Here the misstatements are, in my opinion, very significant given the emphasis of the defence on the inconsistencies in the complainant's evidence.  The explanations she gave for the improvement in her memory were  critical to the jury's assessment of her credibility.  It cannot be said that the verdict would have necessarily been the same without the misstatements.

The third ground of appeal should be allowed and a new trial ordered.

 

Fourth Issue:              The theory of the defence

The appellant submits that the trial judge did not adequately review the evidence in his charge to the jury, and specifically that the review of the inconsistencies in the evidence of the complainant and her brother was cursory.  The appellant submits that the inconsistencies should have been highlighted by the trial judge, not only in his general review but specifically in relation to each count on  the indictment.  The contention on this point is very similar to that made on the third ground of appeal. The appellant relies on R. v. Pace (1992), 108 N.S.R.(2d) 227 (C.A.) and the cases referred to therein for this submission. Hallett, J.A. described the jury charge under appeal in Pace, supra, as follows, at page 231:

It is clear from a review of the trial judge's instruction that he did not review the evidence and did not review with the jury the theory of the Crown, the theory of the defence or relate the evidence to the issues.

 

Here, as indicated in the lengthy passages quoted above from the instruction, the trial judge did review the evidence, and pointed out the inconsistencies.  It is not necessary that the trial judge do it more than once or that the charge be repetitious.  I am satisfied that, with the exceptions already dealt with above, the evidence is sufficiently reviewed and related to the issues before the jury.

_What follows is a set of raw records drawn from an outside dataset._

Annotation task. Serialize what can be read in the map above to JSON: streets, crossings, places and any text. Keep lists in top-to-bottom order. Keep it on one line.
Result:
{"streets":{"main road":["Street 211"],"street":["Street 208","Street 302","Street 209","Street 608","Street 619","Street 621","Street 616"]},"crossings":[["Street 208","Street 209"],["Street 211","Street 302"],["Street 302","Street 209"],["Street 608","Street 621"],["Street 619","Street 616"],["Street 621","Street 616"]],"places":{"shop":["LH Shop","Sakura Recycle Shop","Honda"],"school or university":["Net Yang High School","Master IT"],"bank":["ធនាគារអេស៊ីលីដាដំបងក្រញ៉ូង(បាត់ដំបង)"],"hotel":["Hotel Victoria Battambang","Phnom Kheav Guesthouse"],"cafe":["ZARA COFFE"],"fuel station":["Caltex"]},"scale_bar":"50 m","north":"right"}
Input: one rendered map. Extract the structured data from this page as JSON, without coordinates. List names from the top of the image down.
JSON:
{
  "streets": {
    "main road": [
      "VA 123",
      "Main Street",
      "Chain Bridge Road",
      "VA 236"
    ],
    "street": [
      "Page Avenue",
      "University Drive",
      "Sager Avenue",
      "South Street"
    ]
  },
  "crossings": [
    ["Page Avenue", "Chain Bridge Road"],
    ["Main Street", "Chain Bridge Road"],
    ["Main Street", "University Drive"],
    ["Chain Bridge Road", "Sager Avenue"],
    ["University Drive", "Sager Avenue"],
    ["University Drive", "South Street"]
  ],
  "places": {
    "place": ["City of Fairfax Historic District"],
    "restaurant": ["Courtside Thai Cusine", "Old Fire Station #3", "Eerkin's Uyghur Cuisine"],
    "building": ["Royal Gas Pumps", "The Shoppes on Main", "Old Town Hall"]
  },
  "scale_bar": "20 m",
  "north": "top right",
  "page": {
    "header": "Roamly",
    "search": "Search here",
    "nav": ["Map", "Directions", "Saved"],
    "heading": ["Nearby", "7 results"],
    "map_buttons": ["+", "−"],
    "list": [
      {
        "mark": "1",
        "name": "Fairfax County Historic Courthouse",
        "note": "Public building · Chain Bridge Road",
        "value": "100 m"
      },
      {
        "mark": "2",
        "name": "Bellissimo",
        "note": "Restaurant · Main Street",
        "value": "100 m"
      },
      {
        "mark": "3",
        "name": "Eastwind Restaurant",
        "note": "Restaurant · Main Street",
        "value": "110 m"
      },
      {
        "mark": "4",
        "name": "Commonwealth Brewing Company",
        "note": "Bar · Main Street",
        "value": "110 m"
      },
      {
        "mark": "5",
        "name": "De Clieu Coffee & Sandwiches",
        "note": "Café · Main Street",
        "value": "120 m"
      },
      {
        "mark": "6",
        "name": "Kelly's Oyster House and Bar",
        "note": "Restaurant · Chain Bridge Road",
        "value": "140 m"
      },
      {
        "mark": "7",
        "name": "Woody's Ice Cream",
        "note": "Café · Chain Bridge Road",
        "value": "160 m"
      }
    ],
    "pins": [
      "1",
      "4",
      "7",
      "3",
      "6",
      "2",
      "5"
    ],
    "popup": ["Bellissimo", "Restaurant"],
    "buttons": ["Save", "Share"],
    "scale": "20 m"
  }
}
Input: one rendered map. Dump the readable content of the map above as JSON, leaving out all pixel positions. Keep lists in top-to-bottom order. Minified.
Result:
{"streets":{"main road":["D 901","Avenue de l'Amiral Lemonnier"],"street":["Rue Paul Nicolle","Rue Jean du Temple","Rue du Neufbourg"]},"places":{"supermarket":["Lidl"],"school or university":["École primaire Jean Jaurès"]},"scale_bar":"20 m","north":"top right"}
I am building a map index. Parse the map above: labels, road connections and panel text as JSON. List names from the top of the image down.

The appellant also objects to the manner in which the trial judge presented the theory of the defence to the jury.  That portion of the charge is as follows:

The theory of the defendant, as I understood the explanation of it, was that the defence submits that the Crown has a heavy burden to discharge to prove that these five counts occurred beyond a reasonable doubt and the defence further submits the Crown has not provided such convincing evidence to you.  The defence argues that the evidence of [D. H.] is unreliable because it is inconsistent in parts.  They point out the lack of opportunity created by acts occurring in the basement in an area separated from the recreation room by a slat door.  They also point out that the acts of intercourse were alleged to have occurred over a period of many years and that there is no evidence that the complainant said "no" or resisted even when she was a woman in her twenties.  The defence submits that for her to return home with her children to live with her parents and to subject herself to sexual assaults is not credible.  They also questioned the credibility of her evidence that she felt obliged to approach her father during her second marriage when the alleged acts of sexual touching occurred.  The defence highlights several areas where they submit to you that the evidence of [D.H.] and R. B. at this trial was inconsistent with earlier statements or testimony.  The defence submits that if you accept such inconsistencies they, along with the other weaknesses in her evidence or their evidence, should raise a reasonable doubt as to each and all of the charges.  If you have such a doubt, they submit, it is therefore your duty to acquit.  The defence correctly told you that it did not have the burden to prove the motive for false allegations.  It advanced to you that the complainant's motive was that she had a ... had many problems in her life and, in her mind, she needed to ascribe a reason for such troubled life.  Defence theorizes that she has falsely ascribed this reason to childhood sexual abuse by her father.  The defendant asks that you accept his evidence ... that you accept the evidence of the accused from the stand; that is, that that evidence was credible when he stated that he committed no sexual act with his daughter.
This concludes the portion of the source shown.